The Balloch to Clydebank Road Race is one of the longer established road races in the Scottish Athletics calendar being first held on 31st March 1928. Originally billed as a “marathon race of 12 miles”, it was organized by Clydesdale Harriers to coincide with the Clydebank Students Charities Day. Dunbartonshire Amateur Athletic Association subsequently took over the organization of the race and thereafter until 1970, when it attracted just 3 entries, only members of Clubs affiliated to the Association were eligible to enter the race. As a result of the poor level of interest, a decision was taken to make the race open from 1971 and it later become one of the most popular races in the West of Scotland. During the “marathon boom” of the 1980s it regularly attracted fields of more than 300 participants – reaching a peak of 484 in 1984.The distance was increased to the half marathon in the year 2000 in a successful effort increase the level of entries and it was discovered at that time that the distance of the original course was only a little short of 13 miles. The race has been held over the present course since 2004.
I had my eye on this race for some time in as a marker for my Stirling Marathon preparations. I saw it as a marker to check out my current fitness levels and also it’s an old favorite half marathon from my pre original running life sabbatical. After entering the race I soon realized this was the day after the clocks changed for British Summer Time (allegedly)! I had to be at the finish for no later than 8:00am to get bused to the start point. With a two hour drive from Brechin this was going to require an early start unless I could move home to my Mum’s for the night before the race as this was my local half marathon after all.

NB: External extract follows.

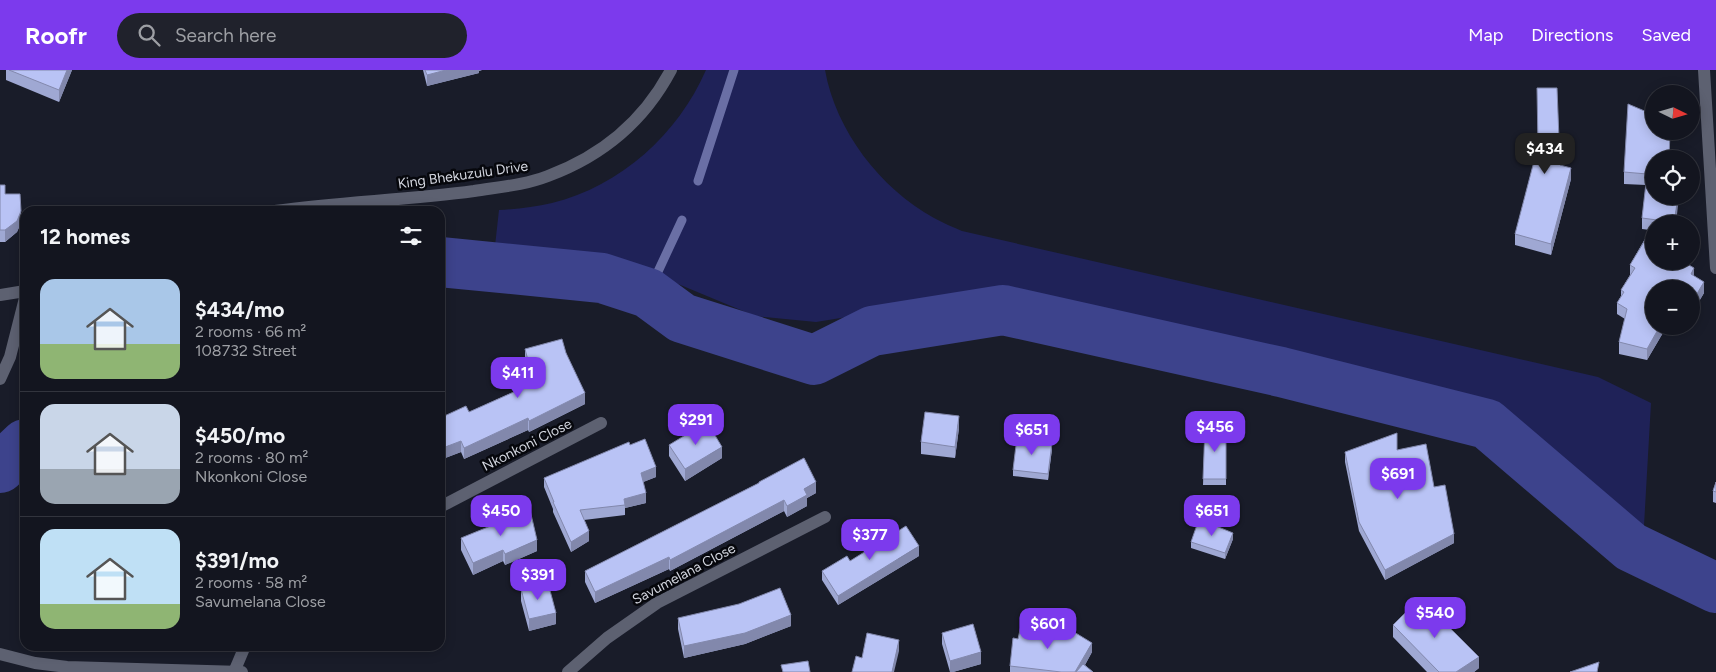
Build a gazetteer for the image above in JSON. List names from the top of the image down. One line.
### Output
{"streets":{"street":["King Bhekuzulu Drive","Nkonkoni Close","Savumelana Close"]},"north":"right","page":{"header":"Roofr","search":"Search here","nav":["Map","Directions","Saved"],"map_buttons":["+","−"],"price":["$434","$411","$291","$456","$651","$691","$450","$651","$377","$391","$540","$601"],"heading":"12 homes","list":[{"name":"$434/mo","note":"2 rooms · 66 m² · 108732 Street"},{"name":"$450/mo","note":"2 rooms · 80 m² · Nkonkoni Close"},{"name":"$391/mo","note":"2 rooms · 58 m² · Savumelana Close"}]}}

I traveled down on the Saturday evening and settled into my boyhood single bed early on. I tried to sleep through the dulcet tones of my old local the Laughing Fox on a Saturday night, but it wasn’t easy: the standard of karaoke has not improved any!
After a light cereal breakfast I made my way into Clydebank to get bused back to the start in the rickety old double decker busses. We arrived near the start at Lomond Shores in plenty of time before the 9:30am start so there was time to have a look over Loch Lomond and up towards the towering Ben Lomond in the distance which was looking resplendent with a coating of thick snow.
There was time for a gentle warm up jog and during this I bumped into John Harrison – an old club mate of mine from back in the day when short shorts were a given as part of everyday running kit. We had a nice chat about the old days and wondered were the years had gone. John was second in this race many years ago and was a really top class club runner. He’s now doing really well getting “back into running at the young age of 64”.
The race is mostly made up of club runners with very few fun runners. Within the first 400 meters, the route took a sharp left turn which took us onto the banks of the River Leven which flows from Loch Lomond and into the Clyde. The River Leven is said to be the second fastest flowing river in Scotland behind the River Spey. I quickly found myself a good bit further up the field than I had set out to be. However the tar footpath going along the river bank is fairly narrow at probably 6 to 7 feet in width, which could prove problematic if caught too far back in the field. As we followed the river my first mile felt a little too fast at 6 minutes 20 seconds. I wanted to spend the next couple of miles trying to settle into a rhythm – which I was finding it hard to settle into. Running this route after all these years did seem rather surreal as I would have ran this river bank in training with regularity. While training in the Brechin area we are not short of fine routes to run in, but I couldn’t help but feel that I really missed the option of having this flat route as an alternative to constantly running on hills.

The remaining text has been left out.